Bio
Patrick Mondaca grew up in East Hartford, Connecticut, one of five homeschooled siblings. Without television, he spent a lot of time on secondhand bicycles and in libraries wandering dimly lit stacks of books and schlepping piles of dusty old hardcovers home. He did eventually go to one year of high school before reporting to Army basic training in Alabama, his first time outside of the Tri-State area.
After serving in Baghdad with the US Army, he went to college on the GI Bill and graduated with a degree in political science. But restless in suburbia and disturbed by the conflict in Sudan, he soon left for Darfur with a humanitarian organization. There he negotiated safe passage through rebel and militia-controlled villages, responded to carjackings and thefts, and tried to avoid being robbed too many times.
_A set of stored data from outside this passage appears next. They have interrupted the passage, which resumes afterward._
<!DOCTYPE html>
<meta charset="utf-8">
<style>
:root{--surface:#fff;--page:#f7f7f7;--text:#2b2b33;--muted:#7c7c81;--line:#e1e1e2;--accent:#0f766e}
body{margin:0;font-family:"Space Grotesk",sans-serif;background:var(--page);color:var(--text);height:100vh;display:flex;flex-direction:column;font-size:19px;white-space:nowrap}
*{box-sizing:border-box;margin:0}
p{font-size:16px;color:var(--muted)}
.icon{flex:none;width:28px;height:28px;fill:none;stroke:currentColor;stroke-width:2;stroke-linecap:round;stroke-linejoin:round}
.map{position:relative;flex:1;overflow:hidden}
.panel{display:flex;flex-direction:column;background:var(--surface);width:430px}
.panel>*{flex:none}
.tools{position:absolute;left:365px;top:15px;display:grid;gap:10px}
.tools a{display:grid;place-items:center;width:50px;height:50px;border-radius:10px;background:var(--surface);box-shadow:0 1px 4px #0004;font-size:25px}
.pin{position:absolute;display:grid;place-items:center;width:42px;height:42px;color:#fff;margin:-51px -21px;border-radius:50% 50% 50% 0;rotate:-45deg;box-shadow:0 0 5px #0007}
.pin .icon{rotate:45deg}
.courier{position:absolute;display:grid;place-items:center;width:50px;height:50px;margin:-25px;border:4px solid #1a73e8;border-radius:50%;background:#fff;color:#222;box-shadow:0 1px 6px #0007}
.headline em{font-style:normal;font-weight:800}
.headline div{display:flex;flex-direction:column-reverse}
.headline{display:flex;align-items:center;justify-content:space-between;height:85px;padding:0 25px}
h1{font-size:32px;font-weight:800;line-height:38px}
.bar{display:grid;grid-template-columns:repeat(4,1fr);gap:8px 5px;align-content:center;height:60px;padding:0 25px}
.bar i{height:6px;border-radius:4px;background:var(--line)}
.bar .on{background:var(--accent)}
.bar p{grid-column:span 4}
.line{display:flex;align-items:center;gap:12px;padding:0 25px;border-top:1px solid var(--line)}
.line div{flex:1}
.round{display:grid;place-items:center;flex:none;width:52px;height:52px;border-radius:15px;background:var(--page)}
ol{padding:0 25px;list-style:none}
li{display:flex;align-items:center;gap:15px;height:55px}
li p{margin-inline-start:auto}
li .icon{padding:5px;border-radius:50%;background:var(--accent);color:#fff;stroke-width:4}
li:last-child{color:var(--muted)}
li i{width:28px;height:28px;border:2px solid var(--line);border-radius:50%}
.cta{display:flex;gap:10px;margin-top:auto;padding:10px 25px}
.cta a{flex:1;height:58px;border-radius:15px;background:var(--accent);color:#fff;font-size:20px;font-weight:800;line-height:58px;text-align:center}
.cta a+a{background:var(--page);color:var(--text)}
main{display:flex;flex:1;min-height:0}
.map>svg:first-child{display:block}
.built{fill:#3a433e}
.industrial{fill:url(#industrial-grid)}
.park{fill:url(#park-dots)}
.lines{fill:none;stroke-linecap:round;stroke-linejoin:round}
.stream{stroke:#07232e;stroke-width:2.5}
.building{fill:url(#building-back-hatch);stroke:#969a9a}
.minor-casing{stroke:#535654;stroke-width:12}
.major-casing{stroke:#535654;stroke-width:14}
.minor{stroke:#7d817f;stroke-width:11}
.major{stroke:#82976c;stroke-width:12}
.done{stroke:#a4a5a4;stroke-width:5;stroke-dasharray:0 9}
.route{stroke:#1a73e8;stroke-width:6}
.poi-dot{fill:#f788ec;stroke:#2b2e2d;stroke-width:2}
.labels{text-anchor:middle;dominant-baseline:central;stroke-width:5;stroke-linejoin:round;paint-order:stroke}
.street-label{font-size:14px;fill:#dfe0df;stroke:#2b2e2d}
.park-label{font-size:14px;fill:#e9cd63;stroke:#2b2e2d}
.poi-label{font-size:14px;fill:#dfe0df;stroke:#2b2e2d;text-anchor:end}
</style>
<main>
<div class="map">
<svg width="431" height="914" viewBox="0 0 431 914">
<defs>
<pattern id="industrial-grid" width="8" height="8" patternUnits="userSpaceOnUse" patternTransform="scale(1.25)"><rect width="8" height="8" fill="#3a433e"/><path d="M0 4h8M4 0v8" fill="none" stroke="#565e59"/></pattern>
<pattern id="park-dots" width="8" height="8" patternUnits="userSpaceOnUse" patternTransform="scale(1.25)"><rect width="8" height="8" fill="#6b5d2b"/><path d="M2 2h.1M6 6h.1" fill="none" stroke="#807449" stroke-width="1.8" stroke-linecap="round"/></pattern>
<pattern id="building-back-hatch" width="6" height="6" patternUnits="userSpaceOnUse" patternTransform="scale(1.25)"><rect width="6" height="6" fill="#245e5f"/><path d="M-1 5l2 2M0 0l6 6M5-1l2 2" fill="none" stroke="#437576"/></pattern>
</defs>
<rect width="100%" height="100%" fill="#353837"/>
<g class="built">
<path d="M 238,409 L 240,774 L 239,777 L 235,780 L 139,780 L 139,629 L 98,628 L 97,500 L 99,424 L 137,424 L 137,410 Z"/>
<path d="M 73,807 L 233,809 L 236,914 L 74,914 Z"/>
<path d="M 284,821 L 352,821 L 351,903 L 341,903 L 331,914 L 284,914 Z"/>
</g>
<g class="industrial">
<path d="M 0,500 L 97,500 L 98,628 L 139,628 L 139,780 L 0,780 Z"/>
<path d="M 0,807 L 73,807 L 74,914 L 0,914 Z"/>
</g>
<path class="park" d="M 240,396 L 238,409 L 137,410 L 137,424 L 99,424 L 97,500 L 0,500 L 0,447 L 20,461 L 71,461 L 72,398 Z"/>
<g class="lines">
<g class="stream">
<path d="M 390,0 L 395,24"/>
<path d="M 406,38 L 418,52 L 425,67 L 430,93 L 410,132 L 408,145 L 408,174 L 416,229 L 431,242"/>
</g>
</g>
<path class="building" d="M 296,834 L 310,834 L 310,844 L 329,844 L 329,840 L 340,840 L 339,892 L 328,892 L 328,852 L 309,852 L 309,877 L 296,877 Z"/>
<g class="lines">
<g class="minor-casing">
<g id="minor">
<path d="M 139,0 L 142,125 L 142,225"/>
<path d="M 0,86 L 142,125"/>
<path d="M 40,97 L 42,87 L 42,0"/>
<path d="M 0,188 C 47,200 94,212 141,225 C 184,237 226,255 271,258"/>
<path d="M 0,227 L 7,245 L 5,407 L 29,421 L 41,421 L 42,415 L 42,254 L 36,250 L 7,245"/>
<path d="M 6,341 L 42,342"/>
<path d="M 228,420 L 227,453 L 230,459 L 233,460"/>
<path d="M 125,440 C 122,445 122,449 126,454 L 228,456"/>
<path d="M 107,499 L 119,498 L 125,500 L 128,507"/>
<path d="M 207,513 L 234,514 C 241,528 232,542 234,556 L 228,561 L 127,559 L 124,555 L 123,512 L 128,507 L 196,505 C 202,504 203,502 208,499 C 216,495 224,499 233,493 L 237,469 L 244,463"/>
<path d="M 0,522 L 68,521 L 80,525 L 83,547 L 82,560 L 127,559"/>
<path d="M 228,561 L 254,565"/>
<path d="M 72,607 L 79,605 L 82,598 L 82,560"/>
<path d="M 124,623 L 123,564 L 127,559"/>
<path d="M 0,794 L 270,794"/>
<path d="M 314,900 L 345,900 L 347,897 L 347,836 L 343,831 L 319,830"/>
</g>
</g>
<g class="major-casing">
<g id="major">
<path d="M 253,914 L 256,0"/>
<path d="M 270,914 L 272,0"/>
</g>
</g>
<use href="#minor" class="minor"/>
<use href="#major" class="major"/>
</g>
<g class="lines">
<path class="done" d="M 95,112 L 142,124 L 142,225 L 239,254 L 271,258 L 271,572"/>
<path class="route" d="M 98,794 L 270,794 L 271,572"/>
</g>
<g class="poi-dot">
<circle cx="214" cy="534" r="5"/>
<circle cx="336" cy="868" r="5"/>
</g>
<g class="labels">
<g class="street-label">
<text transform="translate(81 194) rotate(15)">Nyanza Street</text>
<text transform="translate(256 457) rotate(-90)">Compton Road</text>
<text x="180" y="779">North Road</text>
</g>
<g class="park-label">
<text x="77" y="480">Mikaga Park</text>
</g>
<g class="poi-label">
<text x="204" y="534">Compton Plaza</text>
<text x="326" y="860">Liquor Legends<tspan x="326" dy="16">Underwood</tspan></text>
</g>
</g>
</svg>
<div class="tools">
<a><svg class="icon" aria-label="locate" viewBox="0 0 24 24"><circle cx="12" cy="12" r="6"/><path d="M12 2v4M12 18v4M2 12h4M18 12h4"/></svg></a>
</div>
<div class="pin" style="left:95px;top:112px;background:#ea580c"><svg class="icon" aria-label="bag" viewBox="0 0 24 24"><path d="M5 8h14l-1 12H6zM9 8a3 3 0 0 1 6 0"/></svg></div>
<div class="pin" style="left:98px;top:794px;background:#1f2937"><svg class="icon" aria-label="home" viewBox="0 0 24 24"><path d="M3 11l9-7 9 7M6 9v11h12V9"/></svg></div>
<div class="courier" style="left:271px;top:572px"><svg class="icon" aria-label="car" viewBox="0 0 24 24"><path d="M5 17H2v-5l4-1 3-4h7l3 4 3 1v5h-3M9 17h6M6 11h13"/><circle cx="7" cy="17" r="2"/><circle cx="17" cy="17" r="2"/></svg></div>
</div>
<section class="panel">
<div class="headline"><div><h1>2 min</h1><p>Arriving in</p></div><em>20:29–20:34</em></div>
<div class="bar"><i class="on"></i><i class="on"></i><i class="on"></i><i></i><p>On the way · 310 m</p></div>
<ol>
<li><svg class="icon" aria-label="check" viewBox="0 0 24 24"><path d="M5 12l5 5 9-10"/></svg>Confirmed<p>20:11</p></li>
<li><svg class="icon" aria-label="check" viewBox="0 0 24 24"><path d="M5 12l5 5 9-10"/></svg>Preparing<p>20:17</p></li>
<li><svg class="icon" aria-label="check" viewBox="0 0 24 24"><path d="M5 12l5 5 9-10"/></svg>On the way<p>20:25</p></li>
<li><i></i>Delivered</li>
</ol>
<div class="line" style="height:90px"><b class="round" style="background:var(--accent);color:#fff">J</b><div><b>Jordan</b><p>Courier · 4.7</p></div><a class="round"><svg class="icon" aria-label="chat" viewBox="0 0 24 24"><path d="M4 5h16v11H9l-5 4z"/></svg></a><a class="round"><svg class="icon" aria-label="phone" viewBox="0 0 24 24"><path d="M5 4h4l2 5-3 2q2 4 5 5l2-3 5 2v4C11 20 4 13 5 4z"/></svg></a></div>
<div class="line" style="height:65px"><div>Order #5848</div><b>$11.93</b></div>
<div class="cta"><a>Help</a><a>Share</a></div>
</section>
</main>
When he was not doing that, he shopped in the souks of Cairo, motorcycled Greek islands, and toured Paris and Normandy. Although not a traditional study abroad, he did get to meet many interesting people in many interesting places.
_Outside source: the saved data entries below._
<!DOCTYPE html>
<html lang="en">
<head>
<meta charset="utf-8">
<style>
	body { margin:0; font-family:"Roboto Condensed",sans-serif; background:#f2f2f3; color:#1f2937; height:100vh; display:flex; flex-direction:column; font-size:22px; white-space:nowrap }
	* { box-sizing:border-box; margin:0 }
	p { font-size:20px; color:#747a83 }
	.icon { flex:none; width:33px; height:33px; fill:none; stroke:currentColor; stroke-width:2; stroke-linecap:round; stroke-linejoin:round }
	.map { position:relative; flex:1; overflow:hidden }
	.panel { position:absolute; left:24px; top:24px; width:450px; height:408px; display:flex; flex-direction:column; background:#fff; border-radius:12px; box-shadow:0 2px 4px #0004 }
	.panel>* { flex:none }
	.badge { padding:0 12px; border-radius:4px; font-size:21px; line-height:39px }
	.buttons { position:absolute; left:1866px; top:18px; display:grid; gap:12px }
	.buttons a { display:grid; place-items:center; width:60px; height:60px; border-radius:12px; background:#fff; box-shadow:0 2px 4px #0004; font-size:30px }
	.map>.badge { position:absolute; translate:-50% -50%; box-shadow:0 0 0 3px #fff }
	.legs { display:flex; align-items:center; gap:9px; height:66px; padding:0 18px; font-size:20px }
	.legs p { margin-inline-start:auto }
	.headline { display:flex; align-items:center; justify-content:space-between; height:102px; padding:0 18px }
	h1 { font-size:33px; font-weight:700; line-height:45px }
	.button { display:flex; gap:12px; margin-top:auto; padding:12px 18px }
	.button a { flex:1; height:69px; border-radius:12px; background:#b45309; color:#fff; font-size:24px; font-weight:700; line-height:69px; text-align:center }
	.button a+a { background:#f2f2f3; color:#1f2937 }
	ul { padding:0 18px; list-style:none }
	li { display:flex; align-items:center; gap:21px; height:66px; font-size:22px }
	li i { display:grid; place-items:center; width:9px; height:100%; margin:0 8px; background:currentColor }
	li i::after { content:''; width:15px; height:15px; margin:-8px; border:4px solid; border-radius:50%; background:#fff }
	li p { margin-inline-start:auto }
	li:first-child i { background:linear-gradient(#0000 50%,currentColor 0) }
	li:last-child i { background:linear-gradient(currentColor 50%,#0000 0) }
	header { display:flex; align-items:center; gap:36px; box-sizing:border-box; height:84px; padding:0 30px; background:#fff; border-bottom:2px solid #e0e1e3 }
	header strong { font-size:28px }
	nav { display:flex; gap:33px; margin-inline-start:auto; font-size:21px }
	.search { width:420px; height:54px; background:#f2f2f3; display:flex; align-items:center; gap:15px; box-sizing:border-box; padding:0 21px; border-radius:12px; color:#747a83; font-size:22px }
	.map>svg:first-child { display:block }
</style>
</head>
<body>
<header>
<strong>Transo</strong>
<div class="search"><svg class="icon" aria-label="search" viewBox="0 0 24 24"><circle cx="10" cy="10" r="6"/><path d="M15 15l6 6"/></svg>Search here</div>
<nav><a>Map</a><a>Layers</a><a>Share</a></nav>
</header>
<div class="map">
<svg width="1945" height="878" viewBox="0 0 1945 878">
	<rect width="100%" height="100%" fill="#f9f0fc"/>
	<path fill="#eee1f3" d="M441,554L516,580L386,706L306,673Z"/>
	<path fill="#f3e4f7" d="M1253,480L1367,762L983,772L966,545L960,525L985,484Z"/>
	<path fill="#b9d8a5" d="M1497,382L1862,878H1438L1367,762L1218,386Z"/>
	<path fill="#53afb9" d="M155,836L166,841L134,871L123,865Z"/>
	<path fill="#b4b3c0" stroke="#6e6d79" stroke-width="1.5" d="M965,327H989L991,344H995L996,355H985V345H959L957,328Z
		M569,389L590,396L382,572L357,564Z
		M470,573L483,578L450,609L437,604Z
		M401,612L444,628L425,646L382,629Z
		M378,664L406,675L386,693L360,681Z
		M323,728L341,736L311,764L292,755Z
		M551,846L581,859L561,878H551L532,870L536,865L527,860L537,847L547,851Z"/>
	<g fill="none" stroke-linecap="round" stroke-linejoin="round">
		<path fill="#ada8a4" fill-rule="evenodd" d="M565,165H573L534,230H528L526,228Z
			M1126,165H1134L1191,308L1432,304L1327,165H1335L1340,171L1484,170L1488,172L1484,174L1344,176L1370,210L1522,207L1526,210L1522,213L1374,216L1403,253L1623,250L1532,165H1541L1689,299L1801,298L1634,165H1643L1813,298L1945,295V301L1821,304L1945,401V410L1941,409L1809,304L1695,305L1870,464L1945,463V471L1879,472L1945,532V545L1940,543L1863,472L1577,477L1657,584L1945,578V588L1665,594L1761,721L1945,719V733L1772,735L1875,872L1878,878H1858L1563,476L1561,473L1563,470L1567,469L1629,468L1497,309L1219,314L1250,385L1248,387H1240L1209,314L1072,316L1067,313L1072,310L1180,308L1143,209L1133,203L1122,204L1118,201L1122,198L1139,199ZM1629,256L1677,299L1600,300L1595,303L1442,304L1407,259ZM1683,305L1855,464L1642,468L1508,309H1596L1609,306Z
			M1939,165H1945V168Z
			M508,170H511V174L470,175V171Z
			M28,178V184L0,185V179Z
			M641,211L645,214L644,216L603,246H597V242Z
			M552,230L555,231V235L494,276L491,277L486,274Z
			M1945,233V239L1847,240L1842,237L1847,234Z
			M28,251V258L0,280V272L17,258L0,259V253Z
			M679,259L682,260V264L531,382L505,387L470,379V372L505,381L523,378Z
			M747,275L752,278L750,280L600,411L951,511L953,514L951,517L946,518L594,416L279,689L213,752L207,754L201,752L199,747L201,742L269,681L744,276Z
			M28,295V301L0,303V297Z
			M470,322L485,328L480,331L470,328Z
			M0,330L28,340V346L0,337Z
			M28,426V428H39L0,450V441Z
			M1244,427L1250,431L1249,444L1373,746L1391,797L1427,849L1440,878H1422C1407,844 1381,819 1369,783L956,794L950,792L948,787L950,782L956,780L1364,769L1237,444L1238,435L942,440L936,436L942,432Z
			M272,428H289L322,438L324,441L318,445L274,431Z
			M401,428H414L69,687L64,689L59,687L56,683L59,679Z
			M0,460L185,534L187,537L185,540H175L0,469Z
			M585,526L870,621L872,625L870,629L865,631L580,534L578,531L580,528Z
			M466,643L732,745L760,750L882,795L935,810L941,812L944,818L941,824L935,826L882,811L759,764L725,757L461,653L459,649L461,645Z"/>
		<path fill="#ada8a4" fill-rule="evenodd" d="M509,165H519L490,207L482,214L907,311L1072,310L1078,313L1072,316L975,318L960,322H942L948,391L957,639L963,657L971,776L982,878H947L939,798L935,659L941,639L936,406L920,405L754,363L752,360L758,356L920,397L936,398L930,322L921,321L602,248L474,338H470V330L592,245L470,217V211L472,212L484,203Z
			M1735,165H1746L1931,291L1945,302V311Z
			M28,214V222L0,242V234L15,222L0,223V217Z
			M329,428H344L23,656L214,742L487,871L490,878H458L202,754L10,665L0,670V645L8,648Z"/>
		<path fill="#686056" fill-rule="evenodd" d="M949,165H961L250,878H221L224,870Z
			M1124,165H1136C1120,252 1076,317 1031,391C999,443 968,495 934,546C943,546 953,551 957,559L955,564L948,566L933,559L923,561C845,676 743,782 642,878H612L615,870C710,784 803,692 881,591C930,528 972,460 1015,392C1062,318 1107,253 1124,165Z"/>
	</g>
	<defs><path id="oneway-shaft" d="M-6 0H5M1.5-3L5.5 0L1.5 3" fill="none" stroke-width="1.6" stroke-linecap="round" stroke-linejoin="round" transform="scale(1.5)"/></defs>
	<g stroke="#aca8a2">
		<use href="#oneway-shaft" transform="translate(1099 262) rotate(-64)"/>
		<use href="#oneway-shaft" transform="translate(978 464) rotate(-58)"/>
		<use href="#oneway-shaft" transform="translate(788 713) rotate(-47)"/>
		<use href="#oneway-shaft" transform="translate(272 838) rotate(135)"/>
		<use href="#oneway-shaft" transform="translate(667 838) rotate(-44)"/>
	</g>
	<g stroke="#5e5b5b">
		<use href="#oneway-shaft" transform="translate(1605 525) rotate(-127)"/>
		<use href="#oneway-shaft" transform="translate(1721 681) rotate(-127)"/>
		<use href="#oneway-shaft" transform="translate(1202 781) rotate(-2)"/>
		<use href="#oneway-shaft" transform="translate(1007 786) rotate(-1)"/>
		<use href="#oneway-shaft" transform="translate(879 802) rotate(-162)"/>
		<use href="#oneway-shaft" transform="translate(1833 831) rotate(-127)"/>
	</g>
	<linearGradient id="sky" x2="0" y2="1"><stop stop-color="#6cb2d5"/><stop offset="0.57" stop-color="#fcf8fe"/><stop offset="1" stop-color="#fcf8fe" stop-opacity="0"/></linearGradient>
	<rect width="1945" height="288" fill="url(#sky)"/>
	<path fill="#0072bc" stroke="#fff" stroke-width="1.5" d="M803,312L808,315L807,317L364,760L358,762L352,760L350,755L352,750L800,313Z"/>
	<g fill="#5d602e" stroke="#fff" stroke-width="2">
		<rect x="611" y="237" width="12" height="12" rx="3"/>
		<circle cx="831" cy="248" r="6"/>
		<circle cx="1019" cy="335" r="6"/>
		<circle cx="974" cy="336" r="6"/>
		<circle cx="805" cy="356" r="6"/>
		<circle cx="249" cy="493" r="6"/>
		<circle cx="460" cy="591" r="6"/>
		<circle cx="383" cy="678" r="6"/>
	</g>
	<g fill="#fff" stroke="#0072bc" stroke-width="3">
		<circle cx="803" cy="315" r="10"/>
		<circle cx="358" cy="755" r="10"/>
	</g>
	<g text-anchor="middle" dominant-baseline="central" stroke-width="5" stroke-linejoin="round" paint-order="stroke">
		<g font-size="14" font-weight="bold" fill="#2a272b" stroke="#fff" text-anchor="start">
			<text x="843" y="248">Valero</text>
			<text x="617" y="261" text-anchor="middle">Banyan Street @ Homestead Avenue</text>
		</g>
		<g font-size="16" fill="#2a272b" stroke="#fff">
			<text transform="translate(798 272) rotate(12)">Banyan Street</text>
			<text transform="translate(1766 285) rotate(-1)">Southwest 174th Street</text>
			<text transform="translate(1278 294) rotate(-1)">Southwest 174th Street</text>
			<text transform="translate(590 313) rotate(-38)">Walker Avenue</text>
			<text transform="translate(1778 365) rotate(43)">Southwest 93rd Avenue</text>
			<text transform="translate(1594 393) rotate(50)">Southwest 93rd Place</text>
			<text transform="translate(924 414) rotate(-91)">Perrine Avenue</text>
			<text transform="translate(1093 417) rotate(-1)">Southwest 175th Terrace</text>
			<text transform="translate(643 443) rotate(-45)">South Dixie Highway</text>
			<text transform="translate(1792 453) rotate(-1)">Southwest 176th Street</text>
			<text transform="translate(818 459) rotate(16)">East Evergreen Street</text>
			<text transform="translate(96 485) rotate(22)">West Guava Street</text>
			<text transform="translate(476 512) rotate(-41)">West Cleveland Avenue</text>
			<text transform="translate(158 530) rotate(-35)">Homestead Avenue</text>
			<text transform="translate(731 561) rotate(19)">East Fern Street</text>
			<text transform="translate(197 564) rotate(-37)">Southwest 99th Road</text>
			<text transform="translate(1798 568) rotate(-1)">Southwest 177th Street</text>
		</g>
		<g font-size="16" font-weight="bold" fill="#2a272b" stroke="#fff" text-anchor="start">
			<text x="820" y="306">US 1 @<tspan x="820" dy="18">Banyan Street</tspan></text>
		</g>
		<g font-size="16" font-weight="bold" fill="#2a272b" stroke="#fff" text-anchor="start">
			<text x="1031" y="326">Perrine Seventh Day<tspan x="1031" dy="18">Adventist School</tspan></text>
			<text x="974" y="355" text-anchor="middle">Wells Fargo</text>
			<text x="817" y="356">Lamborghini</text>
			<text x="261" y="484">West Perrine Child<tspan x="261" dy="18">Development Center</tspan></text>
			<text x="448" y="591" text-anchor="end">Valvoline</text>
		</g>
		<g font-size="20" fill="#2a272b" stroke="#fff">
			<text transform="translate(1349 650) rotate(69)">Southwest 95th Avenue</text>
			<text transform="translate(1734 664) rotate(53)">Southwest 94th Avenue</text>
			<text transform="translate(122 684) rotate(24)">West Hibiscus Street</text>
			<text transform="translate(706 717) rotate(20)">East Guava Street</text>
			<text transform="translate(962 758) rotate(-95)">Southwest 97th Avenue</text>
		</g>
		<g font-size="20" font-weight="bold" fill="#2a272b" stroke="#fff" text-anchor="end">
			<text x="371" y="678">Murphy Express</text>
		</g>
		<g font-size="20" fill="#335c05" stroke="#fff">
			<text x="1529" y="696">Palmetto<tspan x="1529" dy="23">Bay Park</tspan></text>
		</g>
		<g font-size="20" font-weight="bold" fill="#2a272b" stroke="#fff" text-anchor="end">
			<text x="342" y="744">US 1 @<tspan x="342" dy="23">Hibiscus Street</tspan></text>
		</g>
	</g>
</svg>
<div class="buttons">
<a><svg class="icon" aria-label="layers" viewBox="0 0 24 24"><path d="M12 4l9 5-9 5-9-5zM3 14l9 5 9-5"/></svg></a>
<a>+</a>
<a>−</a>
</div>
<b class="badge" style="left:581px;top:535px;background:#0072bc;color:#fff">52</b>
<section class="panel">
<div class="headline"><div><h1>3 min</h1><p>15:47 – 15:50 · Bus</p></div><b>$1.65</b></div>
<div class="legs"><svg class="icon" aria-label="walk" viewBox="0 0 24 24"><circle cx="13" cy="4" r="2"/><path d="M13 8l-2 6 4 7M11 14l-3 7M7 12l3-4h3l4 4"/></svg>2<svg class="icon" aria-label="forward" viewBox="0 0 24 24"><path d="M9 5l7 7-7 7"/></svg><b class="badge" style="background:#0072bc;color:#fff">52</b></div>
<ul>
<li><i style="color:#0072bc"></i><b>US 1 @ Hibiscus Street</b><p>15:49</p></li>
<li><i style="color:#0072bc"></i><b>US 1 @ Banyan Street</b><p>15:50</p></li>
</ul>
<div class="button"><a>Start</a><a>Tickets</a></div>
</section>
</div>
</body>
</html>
He later worked for the Manhattan District Attorney’s Office and was assigned to the NYPD’s Intelligence Division while earning his master’s degree in global affairs from New York University. It was probably then when he began writing, while commuting on the train from Philadelphia to New York or waiting in Amtrak lounges and hotel bars. But it was not until a near-fatal motorcycle accident in 2015 that he had some time to devote to quieter activities, like writing.
He won the Waterston Desert Writing Prize in 2018, the Monadnock Essay Collection Prize in 2020, and his writing has appeared in The Washington Post, The Globe and Mail, and others. He lives in Clinton, Connecticut where he typically spends too much time working in his yard or being walked by his dogs at Hammonasset. Hypothetically, he should be writing or studying something. More than likely, he is uprooting dandelions from his lawn or repotting last year’s patio plants.